***** DATA FOR PROCESSING *****

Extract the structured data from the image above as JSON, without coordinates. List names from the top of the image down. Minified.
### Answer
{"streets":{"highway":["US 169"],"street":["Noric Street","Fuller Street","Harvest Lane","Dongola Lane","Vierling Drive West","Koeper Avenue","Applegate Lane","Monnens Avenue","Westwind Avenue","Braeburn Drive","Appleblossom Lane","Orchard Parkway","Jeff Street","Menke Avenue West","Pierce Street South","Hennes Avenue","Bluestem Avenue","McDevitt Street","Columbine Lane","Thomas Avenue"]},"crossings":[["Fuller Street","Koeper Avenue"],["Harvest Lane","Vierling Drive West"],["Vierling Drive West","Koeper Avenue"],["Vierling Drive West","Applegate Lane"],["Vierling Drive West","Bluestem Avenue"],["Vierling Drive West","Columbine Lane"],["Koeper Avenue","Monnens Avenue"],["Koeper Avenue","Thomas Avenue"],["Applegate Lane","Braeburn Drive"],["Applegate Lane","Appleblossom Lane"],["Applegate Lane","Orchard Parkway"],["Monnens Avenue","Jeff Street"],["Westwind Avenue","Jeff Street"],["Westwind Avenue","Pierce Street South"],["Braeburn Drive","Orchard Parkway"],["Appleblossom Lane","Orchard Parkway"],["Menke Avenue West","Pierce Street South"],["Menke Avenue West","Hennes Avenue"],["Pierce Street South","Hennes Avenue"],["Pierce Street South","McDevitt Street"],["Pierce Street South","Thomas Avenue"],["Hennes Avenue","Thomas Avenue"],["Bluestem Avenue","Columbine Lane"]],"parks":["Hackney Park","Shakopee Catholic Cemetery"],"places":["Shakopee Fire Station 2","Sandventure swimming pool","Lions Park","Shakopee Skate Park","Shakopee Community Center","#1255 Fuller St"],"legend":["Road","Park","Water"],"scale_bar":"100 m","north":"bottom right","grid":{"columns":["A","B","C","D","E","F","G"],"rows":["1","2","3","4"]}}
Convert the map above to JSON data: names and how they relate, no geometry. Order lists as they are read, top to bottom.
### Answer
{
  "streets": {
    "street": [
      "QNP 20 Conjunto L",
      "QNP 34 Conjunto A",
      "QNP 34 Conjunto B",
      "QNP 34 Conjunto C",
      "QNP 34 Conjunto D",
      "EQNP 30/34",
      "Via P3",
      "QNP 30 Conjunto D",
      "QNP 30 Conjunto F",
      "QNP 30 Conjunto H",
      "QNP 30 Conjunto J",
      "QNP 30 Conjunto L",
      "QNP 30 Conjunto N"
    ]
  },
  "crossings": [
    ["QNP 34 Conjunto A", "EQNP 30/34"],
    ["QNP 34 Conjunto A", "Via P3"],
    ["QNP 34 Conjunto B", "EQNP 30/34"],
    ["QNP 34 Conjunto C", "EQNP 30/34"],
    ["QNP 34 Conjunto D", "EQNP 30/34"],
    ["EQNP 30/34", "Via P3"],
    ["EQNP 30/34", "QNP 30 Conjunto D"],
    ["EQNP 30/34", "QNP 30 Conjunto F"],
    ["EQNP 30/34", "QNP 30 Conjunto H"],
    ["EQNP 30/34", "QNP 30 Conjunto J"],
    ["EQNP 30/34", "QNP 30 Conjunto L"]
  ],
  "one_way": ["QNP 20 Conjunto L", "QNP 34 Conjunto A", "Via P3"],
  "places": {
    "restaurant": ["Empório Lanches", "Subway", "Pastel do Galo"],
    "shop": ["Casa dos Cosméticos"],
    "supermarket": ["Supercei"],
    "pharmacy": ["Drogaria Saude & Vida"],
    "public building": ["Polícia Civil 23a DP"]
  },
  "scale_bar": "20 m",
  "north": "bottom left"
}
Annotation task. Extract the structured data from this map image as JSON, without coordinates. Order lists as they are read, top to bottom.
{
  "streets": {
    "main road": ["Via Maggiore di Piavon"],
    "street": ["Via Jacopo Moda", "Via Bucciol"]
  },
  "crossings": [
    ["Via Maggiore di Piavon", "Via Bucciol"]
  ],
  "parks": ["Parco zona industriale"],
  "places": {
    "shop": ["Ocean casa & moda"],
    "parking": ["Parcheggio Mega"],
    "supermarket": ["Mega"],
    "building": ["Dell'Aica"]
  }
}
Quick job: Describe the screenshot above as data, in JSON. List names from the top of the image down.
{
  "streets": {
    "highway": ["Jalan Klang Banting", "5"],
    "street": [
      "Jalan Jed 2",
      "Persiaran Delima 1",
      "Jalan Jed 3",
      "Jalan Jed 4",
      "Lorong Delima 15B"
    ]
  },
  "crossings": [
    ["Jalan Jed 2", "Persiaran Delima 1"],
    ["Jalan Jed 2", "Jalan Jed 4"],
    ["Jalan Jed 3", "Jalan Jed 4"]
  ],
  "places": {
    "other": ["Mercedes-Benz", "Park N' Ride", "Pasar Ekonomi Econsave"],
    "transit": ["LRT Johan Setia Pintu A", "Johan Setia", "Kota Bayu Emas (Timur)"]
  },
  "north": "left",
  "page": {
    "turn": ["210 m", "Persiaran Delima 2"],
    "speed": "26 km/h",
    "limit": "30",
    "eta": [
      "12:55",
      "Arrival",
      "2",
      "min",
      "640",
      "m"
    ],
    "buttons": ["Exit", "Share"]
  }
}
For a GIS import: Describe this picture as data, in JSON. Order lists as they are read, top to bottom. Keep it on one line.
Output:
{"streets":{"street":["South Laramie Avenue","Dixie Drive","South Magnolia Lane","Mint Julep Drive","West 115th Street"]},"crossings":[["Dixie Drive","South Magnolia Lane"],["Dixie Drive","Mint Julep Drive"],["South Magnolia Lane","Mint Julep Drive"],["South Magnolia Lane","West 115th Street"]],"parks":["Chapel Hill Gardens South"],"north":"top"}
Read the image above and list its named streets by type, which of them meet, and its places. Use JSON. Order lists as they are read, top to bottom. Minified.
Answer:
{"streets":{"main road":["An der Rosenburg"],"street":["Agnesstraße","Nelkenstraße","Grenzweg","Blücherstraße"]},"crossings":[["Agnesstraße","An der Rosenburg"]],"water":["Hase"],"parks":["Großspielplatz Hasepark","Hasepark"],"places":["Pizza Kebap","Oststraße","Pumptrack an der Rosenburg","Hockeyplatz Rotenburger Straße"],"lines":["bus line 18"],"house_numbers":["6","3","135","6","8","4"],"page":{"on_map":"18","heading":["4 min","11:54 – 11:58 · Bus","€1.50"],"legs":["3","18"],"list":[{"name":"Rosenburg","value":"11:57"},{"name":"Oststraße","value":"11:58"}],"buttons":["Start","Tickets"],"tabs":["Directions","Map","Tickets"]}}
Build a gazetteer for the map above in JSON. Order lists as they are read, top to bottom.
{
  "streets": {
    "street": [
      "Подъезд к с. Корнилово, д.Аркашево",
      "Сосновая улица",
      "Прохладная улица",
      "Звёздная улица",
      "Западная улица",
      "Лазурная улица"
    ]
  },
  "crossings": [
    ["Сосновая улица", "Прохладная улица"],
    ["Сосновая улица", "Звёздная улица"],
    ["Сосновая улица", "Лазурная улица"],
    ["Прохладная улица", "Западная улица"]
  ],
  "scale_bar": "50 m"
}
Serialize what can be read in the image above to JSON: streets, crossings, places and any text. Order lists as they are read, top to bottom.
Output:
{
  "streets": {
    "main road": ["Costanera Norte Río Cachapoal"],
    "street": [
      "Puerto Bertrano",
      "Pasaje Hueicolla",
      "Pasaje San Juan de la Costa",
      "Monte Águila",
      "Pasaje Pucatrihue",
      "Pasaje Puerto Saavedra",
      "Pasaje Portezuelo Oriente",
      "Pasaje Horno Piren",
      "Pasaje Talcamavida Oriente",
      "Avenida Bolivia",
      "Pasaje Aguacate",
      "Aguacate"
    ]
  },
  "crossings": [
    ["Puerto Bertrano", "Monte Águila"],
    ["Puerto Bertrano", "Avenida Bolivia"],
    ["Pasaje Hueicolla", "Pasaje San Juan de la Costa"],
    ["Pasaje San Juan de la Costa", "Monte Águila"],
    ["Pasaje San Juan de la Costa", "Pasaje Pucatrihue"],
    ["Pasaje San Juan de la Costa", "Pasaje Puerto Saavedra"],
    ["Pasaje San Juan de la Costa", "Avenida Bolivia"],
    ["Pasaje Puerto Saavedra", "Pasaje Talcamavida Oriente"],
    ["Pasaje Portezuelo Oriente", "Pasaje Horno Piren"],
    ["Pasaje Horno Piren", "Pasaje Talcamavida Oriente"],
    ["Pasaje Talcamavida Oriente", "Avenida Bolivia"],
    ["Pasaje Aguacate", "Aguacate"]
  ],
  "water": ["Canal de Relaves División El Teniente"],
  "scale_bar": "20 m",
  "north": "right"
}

*****

• **WHAT THIS TASK INVOLVES**:
Go through the records above and count the lines with the word "Juan" in them. Answer with the number only.

• **RESPONSE BELOW**:
6